- [WORK ORDER]:
Go through the data and report each line that holds the string "stream".

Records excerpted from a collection
"""

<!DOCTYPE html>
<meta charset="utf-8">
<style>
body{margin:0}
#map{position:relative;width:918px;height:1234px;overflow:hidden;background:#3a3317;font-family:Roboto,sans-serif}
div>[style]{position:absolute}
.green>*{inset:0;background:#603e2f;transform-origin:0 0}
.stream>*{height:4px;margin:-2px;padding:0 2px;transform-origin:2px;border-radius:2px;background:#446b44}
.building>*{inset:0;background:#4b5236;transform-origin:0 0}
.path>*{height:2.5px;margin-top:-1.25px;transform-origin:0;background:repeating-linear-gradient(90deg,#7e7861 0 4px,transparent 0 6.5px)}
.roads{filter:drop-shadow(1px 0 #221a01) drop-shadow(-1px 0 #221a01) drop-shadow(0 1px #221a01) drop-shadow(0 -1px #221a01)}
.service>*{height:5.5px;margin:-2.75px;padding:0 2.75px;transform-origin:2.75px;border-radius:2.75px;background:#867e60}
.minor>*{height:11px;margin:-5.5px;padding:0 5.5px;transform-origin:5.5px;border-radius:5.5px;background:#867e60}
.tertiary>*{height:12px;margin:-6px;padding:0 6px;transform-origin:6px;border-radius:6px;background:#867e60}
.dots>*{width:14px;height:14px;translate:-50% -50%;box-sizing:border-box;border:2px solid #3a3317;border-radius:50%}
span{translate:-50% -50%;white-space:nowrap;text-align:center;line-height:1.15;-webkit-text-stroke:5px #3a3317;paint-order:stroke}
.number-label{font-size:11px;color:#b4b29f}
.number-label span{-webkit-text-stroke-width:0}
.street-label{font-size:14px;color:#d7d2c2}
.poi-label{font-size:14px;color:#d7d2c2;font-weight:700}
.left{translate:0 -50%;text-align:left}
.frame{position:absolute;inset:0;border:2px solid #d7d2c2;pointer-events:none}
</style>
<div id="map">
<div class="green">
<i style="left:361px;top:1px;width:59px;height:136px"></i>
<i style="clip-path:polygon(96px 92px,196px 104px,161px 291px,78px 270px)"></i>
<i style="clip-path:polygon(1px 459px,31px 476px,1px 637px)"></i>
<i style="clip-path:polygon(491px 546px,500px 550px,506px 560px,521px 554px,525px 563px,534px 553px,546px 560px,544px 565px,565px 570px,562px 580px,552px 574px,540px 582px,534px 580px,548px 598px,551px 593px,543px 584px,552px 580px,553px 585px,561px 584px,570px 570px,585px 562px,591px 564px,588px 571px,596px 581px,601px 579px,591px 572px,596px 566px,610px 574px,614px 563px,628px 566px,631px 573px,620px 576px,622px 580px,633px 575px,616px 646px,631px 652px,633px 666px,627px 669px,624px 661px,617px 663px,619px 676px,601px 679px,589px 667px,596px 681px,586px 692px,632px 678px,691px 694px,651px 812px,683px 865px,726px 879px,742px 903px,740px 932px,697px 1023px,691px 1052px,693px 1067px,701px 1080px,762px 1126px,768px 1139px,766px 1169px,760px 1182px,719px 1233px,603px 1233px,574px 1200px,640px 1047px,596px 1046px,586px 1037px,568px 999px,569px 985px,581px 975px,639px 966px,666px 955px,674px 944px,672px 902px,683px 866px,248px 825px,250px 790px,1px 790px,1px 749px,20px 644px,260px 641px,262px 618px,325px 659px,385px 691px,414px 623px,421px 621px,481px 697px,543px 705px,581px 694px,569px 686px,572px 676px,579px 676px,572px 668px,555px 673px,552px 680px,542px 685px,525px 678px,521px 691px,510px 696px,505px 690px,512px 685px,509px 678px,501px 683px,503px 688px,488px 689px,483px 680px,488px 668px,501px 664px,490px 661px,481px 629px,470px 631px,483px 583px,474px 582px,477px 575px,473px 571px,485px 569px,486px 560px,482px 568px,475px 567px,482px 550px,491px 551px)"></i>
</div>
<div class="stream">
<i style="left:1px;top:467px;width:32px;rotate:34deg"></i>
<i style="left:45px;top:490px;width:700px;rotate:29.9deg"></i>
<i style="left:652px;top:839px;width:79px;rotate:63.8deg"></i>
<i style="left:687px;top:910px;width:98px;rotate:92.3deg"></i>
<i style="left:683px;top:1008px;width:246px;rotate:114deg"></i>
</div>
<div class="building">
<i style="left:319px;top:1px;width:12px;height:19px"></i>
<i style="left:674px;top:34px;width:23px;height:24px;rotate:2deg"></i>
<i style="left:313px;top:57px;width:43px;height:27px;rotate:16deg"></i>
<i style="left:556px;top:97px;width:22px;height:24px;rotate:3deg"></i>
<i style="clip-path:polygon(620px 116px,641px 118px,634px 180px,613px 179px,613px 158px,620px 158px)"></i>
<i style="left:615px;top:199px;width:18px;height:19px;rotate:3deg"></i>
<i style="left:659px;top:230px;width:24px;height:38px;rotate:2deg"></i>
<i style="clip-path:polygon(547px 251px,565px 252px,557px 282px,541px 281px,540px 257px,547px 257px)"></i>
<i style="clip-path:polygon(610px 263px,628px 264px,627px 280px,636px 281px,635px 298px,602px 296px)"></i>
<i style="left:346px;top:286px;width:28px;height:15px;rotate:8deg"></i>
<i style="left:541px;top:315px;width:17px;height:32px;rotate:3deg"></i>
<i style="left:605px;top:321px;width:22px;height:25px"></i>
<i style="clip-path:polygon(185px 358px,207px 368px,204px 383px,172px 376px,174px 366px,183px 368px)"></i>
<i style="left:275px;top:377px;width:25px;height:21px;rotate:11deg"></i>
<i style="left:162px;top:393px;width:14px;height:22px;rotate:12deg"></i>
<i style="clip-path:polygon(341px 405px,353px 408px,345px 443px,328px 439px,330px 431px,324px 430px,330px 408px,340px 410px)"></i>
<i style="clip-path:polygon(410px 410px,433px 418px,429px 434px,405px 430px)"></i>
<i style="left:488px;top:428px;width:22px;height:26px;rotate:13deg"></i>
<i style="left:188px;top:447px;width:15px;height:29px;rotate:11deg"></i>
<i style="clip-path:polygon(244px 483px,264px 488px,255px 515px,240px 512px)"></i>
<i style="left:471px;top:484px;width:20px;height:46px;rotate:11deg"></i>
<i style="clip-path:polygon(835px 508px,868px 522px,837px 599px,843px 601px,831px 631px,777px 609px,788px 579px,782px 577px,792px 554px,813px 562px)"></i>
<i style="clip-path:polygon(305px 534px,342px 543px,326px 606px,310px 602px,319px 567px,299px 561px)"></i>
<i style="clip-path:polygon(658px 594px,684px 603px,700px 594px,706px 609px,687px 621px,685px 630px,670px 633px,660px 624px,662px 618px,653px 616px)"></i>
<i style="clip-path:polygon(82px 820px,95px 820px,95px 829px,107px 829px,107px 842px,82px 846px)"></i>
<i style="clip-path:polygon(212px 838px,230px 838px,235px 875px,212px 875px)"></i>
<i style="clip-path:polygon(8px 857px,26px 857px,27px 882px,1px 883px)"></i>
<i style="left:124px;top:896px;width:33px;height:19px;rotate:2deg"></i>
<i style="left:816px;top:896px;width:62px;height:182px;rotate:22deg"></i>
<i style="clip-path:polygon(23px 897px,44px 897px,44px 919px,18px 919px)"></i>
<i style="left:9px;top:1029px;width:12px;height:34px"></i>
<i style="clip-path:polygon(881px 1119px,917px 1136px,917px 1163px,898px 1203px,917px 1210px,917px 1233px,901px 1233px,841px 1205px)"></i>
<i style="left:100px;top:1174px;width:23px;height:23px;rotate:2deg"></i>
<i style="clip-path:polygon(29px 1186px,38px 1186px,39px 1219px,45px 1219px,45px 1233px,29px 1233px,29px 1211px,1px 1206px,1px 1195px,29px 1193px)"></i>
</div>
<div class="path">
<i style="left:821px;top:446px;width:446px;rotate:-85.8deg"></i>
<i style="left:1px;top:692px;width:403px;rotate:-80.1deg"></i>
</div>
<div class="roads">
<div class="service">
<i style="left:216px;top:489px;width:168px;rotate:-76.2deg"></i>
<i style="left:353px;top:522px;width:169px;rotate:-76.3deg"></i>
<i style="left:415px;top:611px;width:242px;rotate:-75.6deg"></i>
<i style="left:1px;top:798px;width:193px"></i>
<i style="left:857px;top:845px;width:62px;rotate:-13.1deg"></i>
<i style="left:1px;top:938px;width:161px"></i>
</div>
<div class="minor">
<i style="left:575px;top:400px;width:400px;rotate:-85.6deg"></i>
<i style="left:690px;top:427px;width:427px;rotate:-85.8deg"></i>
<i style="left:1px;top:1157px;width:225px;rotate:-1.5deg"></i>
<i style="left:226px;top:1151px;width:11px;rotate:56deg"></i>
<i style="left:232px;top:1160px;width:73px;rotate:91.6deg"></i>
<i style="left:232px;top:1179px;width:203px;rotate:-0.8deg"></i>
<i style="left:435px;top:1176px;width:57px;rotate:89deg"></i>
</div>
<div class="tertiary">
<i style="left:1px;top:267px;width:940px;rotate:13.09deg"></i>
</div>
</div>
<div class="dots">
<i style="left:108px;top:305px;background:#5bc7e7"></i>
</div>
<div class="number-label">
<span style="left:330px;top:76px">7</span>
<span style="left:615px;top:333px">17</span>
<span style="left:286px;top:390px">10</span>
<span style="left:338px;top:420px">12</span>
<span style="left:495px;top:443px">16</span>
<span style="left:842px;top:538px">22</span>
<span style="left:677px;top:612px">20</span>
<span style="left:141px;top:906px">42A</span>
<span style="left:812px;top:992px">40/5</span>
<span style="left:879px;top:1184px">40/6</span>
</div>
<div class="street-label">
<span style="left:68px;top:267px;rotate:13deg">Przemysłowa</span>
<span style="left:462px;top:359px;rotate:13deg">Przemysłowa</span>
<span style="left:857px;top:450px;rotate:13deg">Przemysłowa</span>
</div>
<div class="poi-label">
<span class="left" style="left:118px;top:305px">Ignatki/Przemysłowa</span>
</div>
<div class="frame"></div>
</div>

"""

- [YOUR RESPONSE]:
.stream>*{height:4px;margin:-2px;padding:0 2px;transform-origin:2px;border-radius:2px;background:#446b44}
<div class="stream">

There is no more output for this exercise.